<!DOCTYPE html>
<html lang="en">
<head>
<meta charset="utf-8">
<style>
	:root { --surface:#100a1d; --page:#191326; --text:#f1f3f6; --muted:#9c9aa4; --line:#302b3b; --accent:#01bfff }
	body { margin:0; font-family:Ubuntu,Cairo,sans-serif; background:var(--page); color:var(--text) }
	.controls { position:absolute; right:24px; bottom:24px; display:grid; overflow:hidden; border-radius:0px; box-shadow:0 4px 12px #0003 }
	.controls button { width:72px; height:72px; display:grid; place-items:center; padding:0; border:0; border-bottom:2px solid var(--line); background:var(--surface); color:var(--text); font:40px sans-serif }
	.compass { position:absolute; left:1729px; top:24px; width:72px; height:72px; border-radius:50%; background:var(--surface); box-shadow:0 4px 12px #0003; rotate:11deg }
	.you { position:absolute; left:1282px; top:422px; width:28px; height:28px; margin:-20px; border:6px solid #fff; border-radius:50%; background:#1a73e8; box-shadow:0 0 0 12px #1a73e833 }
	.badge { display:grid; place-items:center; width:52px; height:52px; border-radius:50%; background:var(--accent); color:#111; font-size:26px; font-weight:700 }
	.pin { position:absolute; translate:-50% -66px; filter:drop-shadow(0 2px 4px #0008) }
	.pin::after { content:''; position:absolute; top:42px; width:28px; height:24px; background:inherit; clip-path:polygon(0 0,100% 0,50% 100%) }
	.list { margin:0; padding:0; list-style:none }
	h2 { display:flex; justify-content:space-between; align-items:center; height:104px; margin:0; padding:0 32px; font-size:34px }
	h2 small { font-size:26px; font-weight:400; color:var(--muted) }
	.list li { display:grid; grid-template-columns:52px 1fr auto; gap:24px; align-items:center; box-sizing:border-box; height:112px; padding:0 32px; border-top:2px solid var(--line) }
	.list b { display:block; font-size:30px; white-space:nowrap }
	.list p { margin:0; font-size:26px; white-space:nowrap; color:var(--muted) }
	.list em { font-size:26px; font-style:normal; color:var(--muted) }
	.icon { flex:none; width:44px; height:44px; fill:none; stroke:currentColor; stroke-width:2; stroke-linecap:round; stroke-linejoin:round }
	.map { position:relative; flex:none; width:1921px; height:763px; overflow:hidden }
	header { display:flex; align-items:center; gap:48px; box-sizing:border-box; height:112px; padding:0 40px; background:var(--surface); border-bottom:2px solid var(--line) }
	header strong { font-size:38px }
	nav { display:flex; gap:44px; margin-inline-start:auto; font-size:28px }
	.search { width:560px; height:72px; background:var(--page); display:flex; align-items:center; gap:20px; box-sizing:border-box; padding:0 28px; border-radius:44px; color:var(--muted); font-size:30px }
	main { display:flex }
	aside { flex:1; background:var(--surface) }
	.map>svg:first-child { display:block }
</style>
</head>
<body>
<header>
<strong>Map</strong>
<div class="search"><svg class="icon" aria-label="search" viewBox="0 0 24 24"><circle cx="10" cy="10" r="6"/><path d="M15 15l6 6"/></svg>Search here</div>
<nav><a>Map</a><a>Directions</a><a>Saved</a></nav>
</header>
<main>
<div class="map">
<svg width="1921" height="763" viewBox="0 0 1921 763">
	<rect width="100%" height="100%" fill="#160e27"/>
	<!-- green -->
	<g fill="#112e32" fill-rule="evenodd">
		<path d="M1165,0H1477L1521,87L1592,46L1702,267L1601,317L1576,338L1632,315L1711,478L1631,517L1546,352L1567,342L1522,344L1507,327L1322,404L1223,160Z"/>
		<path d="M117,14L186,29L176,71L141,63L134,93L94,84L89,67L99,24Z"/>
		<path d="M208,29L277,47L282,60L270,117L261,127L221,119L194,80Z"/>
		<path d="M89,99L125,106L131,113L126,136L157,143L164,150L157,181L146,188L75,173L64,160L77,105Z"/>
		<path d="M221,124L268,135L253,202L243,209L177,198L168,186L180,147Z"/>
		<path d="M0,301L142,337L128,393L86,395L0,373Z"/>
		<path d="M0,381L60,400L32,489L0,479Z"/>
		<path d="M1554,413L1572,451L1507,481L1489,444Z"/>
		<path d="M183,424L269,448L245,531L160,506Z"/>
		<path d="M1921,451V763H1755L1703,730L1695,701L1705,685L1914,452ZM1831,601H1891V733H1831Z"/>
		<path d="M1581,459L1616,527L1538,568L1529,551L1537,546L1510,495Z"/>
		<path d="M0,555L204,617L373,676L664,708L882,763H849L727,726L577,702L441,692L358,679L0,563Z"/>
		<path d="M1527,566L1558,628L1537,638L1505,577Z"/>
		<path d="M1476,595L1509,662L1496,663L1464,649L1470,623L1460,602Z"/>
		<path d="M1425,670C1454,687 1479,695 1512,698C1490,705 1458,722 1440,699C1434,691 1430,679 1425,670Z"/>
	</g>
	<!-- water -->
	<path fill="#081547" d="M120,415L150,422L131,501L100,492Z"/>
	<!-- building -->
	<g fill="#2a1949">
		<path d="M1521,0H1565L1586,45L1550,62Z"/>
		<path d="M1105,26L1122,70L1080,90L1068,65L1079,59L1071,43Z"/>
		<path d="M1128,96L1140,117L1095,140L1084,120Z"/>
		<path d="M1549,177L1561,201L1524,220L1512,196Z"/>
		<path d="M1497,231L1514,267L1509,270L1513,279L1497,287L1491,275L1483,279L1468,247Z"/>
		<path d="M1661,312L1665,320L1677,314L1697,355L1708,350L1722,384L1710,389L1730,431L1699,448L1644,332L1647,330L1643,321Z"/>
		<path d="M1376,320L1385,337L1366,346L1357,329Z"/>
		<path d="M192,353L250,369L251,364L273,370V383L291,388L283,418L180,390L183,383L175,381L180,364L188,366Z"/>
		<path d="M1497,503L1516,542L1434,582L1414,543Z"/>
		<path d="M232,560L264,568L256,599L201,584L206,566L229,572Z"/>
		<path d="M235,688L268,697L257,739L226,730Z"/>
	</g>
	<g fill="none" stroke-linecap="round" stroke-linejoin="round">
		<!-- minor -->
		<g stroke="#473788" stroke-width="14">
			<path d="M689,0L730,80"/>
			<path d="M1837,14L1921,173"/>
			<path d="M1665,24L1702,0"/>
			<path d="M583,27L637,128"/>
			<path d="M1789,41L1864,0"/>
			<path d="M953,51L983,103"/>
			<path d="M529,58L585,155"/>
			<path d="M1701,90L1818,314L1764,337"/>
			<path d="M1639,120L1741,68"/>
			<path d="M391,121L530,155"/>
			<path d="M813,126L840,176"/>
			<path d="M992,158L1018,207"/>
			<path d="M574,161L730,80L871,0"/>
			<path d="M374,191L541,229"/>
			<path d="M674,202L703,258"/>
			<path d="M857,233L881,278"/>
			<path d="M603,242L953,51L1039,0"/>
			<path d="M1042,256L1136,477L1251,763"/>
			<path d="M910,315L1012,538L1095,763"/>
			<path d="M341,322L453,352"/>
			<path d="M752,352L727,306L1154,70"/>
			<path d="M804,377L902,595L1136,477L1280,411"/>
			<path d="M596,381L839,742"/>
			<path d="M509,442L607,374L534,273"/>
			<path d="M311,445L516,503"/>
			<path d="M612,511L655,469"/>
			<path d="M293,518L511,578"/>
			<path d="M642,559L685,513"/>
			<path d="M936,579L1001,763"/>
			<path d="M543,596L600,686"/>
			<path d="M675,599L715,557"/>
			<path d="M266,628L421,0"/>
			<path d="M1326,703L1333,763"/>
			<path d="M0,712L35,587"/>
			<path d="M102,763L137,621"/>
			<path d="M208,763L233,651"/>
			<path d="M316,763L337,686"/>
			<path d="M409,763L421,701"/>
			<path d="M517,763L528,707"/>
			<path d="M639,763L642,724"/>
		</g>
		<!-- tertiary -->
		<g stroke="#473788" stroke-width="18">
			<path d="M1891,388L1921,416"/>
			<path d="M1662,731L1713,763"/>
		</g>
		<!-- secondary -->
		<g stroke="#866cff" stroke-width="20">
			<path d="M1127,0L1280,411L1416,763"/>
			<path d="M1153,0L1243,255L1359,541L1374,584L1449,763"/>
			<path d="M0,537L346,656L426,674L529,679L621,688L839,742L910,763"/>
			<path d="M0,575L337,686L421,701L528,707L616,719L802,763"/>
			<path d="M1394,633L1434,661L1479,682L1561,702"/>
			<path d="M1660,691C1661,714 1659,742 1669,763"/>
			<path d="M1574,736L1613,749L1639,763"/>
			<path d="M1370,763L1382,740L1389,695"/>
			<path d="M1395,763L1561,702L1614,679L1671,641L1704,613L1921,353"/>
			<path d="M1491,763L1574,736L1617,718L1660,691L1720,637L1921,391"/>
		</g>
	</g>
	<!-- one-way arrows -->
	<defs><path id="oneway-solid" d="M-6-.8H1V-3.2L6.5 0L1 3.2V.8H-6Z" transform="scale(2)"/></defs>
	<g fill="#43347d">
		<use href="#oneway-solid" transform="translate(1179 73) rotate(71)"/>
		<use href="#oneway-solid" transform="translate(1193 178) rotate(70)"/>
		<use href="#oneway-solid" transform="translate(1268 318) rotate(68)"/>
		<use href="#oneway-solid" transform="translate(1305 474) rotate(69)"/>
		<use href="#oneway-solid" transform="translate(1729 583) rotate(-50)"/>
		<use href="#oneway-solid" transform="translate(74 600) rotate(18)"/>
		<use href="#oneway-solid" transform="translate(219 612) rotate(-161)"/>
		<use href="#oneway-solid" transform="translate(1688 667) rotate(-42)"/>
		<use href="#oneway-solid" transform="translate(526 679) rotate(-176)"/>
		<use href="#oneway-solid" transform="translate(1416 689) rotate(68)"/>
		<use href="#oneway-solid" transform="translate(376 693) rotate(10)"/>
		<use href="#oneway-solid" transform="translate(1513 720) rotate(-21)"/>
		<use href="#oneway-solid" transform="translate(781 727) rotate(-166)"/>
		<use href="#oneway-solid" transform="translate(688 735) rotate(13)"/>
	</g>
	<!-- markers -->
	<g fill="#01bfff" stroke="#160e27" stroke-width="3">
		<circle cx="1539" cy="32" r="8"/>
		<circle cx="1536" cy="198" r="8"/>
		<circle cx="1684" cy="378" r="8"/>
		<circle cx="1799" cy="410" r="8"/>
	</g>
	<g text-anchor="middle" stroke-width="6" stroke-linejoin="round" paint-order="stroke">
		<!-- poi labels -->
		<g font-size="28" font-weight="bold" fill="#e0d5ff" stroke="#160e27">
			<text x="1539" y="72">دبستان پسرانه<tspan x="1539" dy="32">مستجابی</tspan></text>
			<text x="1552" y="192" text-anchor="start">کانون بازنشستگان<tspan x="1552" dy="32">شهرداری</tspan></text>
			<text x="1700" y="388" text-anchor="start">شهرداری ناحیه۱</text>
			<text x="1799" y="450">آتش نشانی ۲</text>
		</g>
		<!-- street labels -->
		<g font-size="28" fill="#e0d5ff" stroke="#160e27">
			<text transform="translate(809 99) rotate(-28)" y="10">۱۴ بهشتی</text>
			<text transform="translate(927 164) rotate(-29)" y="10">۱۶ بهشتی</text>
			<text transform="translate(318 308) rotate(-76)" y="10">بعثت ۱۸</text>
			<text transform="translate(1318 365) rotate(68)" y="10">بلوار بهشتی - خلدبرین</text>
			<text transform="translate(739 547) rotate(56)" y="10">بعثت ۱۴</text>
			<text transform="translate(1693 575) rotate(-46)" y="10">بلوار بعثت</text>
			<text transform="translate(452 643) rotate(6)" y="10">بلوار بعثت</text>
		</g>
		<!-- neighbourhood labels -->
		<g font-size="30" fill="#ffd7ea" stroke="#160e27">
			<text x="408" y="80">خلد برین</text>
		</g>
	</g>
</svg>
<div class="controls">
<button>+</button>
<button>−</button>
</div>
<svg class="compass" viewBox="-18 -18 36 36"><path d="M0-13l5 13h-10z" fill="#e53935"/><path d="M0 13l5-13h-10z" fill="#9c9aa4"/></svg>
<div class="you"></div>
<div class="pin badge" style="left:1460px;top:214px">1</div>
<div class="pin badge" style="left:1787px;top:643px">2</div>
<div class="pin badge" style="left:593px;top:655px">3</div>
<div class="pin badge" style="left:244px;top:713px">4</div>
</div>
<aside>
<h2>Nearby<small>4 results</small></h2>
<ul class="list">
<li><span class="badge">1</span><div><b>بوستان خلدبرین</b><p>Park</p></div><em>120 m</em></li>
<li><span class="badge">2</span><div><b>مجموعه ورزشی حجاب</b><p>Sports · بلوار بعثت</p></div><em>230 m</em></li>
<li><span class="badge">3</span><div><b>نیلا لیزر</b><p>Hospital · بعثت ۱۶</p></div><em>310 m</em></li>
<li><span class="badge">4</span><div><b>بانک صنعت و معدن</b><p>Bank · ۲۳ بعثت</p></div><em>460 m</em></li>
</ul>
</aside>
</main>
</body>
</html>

══════════

Task item
From the listing above, pick out every line containing "compass".

Response to the exercise
	.compass { position:absolute; left:1729px; top:24px; width:72px; height:72px; border-radius:50%; background:var(--surface); box-shadow:0 4px 12px #0003; rotate:11deg }
<svg class="compass" viewBox="-18 -18 36 36"><path d="M0-13l5 13h-10z" fill="#e53935"/><path d="M0 13l5-13h-10z" fill="#9c9aa4"/></svg>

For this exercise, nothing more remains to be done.